The problem :: Answer with a single number stating how many lines of the entries below include the string "sizing".

:: Stored data

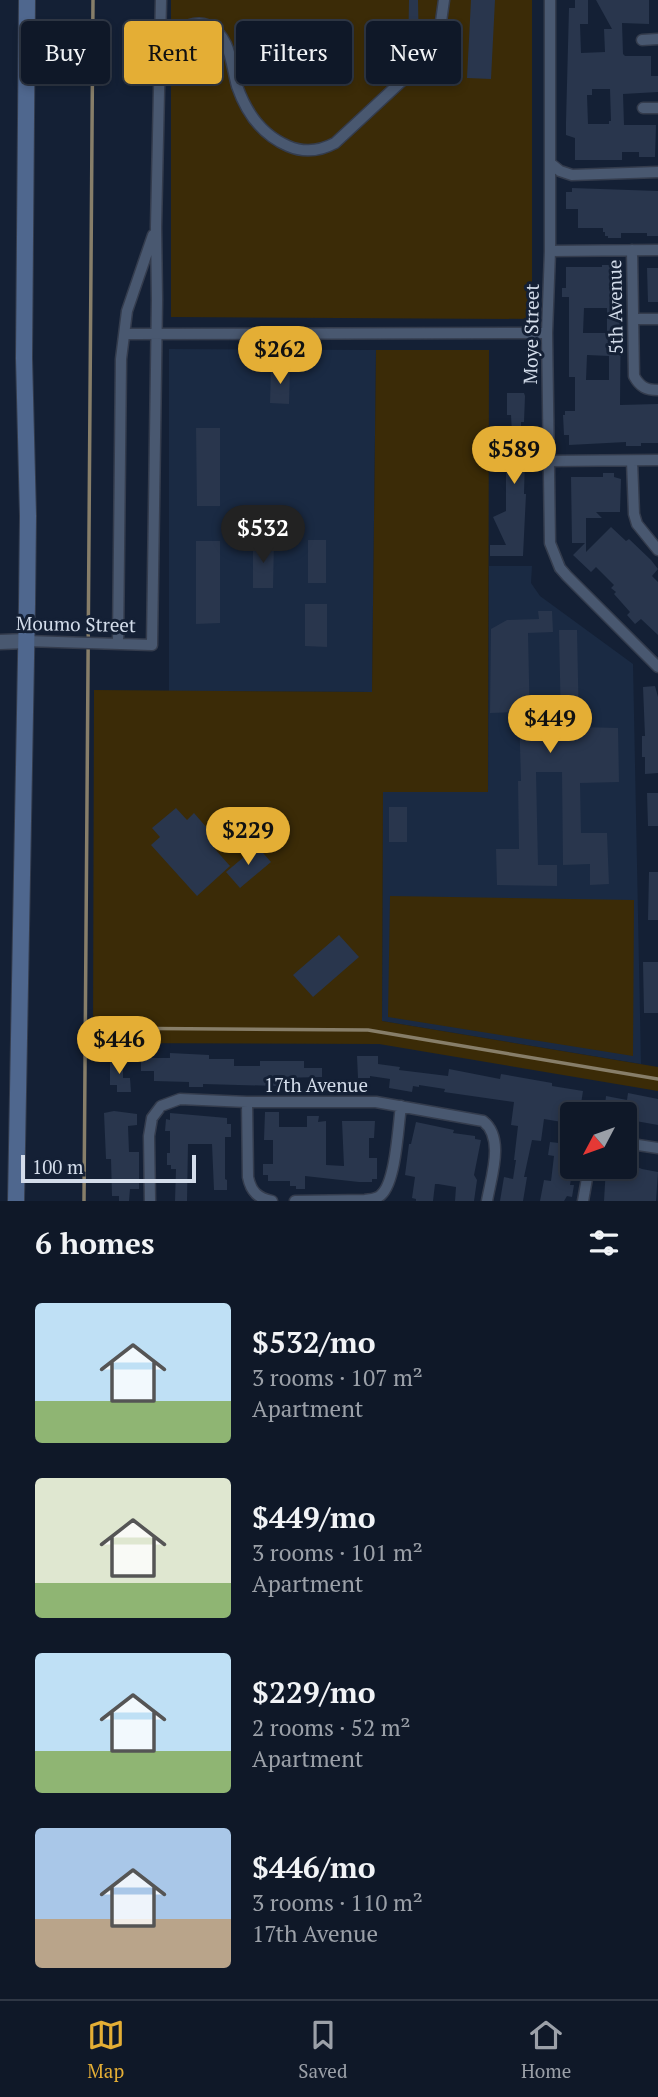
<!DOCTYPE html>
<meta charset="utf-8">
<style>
:root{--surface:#0f1828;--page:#1d2534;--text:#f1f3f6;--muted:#9ba0a8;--line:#2f3745;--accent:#e4ae35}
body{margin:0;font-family:"PT Serif",serif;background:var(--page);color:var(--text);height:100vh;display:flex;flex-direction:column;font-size:26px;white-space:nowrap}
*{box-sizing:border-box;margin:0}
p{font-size:23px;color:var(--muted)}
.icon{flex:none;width:38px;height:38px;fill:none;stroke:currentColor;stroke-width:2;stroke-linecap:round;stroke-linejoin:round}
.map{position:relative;height:1201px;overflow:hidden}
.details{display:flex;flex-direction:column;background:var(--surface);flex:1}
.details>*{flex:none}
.guide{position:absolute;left:21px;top:21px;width:616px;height:63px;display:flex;gap:14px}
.needle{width:46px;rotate:229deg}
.controls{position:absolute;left:560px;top:1102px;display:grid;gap:14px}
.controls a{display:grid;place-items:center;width:77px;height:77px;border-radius:7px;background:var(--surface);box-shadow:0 4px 10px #0003,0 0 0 2px var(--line);font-size:35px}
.scale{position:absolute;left:21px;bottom:18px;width:175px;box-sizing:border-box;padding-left:7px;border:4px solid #d3dcea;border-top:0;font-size:19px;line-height:24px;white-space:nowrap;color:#d3dcea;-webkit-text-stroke:5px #142035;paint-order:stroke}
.price{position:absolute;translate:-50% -60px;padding:0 16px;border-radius:24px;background:var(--accent);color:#111;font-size:23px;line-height:46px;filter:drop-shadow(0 2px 4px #0008)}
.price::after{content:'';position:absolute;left:50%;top:42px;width:21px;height:16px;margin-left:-10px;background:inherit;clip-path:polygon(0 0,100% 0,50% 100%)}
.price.selected{background:#222;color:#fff}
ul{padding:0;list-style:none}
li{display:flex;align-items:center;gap:21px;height:175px;padding:0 35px}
li span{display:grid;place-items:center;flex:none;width:196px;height:140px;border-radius:7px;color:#555}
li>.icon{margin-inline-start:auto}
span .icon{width:84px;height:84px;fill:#fffc;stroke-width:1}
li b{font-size:30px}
h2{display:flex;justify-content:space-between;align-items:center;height:84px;padding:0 35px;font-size:30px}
.tag{padding:0 24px;border-radius:7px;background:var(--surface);box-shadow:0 4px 10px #0003,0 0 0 2px var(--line);font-size:24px;line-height:63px}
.tag.selected{background:var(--accent);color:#111}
.tab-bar{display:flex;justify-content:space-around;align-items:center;height:98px;border-top:2px solid var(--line);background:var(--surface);font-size:19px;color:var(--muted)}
.tab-bar a{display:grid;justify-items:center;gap:4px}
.tab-bar .selected{color:var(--accent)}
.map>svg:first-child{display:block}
.built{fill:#1a2a43}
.green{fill:#3b2b07}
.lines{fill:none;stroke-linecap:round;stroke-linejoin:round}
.stream{stroke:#877e69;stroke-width:3.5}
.building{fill:#29364d;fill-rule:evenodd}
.minor-casing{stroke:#343c4d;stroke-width:13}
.tertiary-casing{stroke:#343c4d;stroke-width:17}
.secondary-casing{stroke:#343c4d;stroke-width:18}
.minor{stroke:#495870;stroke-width:10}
.tertiary{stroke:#495870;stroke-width:14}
.secondary{stroke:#4f678e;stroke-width:16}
.labels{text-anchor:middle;stroke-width:6;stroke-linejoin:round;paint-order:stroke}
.street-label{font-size:19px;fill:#d3dcea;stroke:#142035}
</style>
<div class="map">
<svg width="658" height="1201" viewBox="0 0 658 1201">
<rect width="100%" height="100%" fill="#142035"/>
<path class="built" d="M169 349 376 350 372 692 169 691Z
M489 566H532L531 583 540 596 633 664 641 1064 382 1021 383 791H488Z"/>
<path class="green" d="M171 0H532V319L171 317Z
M376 350H489L488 792H383L382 1021 658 1067V1091L379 1044 93 1043 94 690 372 692Z
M390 896 634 900 633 1056 388 1017Z"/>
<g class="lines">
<path class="stream" d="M86 1028 368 1030 658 1079
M84 1201 93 0"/>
</g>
<path class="building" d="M409 0H418L419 55H408Z
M471 0H495L491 79 467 78Z
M575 0H588V24H580L581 53 605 52 604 29H612L596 0H649V24L622 23 623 54 625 56H651V76H658V92L623 94 624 125H656L655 157H639V152H622V160H575V138L566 135V122L569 8H575ZM592 89H610L611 121H609V124H588L587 95H592Z
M572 188 658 191V236H647V233H621V238H608V236H605V232H603V228H578V209H566V192H572Z
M602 265H615V275H618V301H621L620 405 658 404V443H641V446H626V442L569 445V435H564L563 415H565V411H575V377H569V297H562V288H566V267H602ZM584 308H607V333H583ZM587 355 609 356V380H586Z
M647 268H658V302H648Z
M271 368H290L289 404 270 403Z
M507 393H524L525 396 524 422H521V457H525L524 494H526L523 556H490V545H506L493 517 506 511V473H509L508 434H512L511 415H507Z
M196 428H220V506H197Z
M603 473H614V477L621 479 620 512H596L602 518H586V552L611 527 626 541 629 539 651 560 658 569 652 576 658 582V635L641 619 635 624 627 615 630 612 614 594 616 592 611 588 614 585 596 567 591 572 573 555 585 543H572L571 477H603Z
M308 540H326V583H308Z
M196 541H220V623L196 624Z
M253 541 274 542 273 588H253Z
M305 604H327V647L305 646Z
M538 611H552L553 632 528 633 530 726 561 725 559 630H577L579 727 618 728 619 782 580 783 581 833H607L609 884 590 885V864L563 865 562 772H536L538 865H557V886L497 885 496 849H519L518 781H521L519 712 490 713 491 629 507 620 539 619Z
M655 686 658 697V773L645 774V757H642V736H645L643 687Z
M647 793H658V826H648Z
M389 807H407V842H389Z
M176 808 187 820 194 813 220 843 214 848 230 866 197 896 151 845 160 837 152 828Z
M257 846 271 862 240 888 226 872Z
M649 872H658V920H648Z
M339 935 359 957 313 997 293 975Z
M643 962H658V1013H644Z
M170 1053 209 1055V1059H234V1066H260V1061H304V1068H322V1077L278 1078V1086L203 1084V1087H189V1082L154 1081V1071H141V1058H170Z
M357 1056H378V1064L400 1067 399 1070 448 1076 449 1069 500 1079 501 1074 552 1083V1086L583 1091 581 1104 575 1103 572 1115V1151L569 1173H572L570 1185H574L572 1197 567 1196 564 1201H540L544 1180 551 1181 554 1156 548 1155 550 1142 559 1143 562 1122 544 1119 541 1141 532 1140 524 1177H527L523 1201H500L504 1177 513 1179 516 1160H514L518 1126 511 1125 514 1102 444 1092 445 1089 419 1085V1087L413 1086 412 1092 389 1088 390 1079 370 1076V1078H358Z
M110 1059H123V1078H130L131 1092H117V1085H110Z
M628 1093 658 1099V1125L630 1120V1115H604L606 1096 627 1100Z
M114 1111 137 1114V1125L128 1126 129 1152H139V1189H130L129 1201H119V1196H112L111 1159H106L104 1113Z
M265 1112H279V1127H307V1116H319L318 1122 326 1121V1165L344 1166 342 1121H375L374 1138H369V1158H377V1179H372V1182H359L305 1176V1189H296V1186H290V1181H268V1175H263V1164H273V1140H264Z
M170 1113 227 1118V1124H231V1137H225V1179L227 1180V1190H214L212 1144H188L187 1201H175L176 1169H171V1165H167V1153H170V1131H165L166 1119 170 1120Z
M416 1122 454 1130 453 1133 475 1136V1139L481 1140 474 1175 477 1180 474 1201H455L456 1187 438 1184H435L433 1201H416V1199L412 1198 415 1177 405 1175 409 1144H411Z
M629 1162 638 1164 637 1167 642 1169 658 1172 656 1201H604L606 1167H627Z"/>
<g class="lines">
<g class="minor-casing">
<path id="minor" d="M550 0V251L547 333 550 543 560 568 567 576 658 667
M161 39C174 33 192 19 207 25 231 35 231 65 237 86 246 112 262 135 288 146 304 153 320 151 335 143L431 54 439 36 444 0
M642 40 658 39
M643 108H658
M550 163 560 171 572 175 658 172
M632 250 634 376C640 387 646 390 658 390
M550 251 658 250
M634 319H658
M125 334 547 333
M548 461 658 460
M632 461 634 514 637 524 658 550
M26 641 152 645 157 300 156 227 161 0
M118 644 121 359 127 311 153 235
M247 1102 248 1177C251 1192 258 1198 272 1201
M625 1143 658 1148
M150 1201 149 1136 152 1118 161 1106 180 1099 247 1102H376L483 1121C505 1138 491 1177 487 1201
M295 1201 365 1200C371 1199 377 1199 381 1195 396 1182 398 1127 401 1106
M583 1201 589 1167"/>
</g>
<g class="tertiary-casing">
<path id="tertiary" d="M0 642 26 641"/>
</g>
<g class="secondary-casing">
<path id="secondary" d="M16 1201 27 604 28 516 24 358 27 0"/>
</g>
<use href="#minor" class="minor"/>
<use href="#tertiary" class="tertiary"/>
<use href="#secondary" class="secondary"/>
</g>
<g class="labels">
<g class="street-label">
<text transform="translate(615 307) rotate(-91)" y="7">5th Avenue</text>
<text transform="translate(531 334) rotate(-89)" y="7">Moye Street</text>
<text transform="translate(76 624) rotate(1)" y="7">Moumo Street</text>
<text x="316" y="1092">17th Avenue</text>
</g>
</g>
</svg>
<div class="controls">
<a><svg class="needle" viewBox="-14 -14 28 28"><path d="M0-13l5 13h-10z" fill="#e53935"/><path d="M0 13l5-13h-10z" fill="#9ba0a8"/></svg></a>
</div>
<div class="scale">100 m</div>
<b class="price" style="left:280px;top:386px">$262</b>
<b class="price" style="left:514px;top:486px">$589</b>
<b class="price selected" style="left:263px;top:565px">$532</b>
<b class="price" style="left:550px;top:755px">$449</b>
<b class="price" style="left:248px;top:867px">$229</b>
<b class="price" style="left:119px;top:1076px">$446</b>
<div class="guide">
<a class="tag">Buy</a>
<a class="tag selected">Rent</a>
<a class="tag">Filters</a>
<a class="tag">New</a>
</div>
</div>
<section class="details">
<h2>6 homes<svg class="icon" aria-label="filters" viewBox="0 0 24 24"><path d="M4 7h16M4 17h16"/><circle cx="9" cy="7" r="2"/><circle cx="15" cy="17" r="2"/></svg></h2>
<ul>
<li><span style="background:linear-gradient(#bfe0f5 70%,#8fb573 0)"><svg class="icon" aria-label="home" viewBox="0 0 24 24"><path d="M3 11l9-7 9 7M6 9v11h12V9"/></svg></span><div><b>$532/mo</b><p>3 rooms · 107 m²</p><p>Apartment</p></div></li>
<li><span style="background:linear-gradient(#dfe7d0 75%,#8fb573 0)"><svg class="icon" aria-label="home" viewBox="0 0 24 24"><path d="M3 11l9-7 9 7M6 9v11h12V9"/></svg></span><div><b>$449/mo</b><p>3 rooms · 101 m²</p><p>Apartment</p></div></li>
<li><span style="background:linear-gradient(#bfe0f5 70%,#8fb573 0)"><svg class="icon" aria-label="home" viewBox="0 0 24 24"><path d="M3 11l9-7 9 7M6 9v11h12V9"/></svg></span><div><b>$229/mo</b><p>2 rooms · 52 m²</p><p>Apartment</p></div></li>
<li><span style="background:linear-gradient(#a9c7e8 65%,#b9a48a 0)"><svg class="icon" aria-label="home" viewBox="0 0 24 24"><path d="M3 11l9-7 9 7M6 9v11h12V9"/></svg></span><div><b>$446/mo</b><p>3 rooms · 110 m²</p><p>17th Avenue</p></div></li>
</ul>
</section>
<nav class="tab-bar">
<a class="selected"><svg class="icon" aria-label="map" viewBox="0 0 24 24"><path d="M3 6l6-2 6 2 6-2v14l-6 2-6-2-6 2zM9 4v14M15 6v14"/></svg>Map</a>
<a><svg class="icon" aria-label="saved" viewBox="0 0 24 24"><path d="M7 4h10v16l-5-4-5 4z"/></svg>Saved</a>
<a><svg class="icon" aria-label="home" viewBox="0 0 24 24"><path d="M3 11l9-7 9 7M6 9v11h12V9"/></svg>Home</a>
</nav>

::::

Answer section :: 2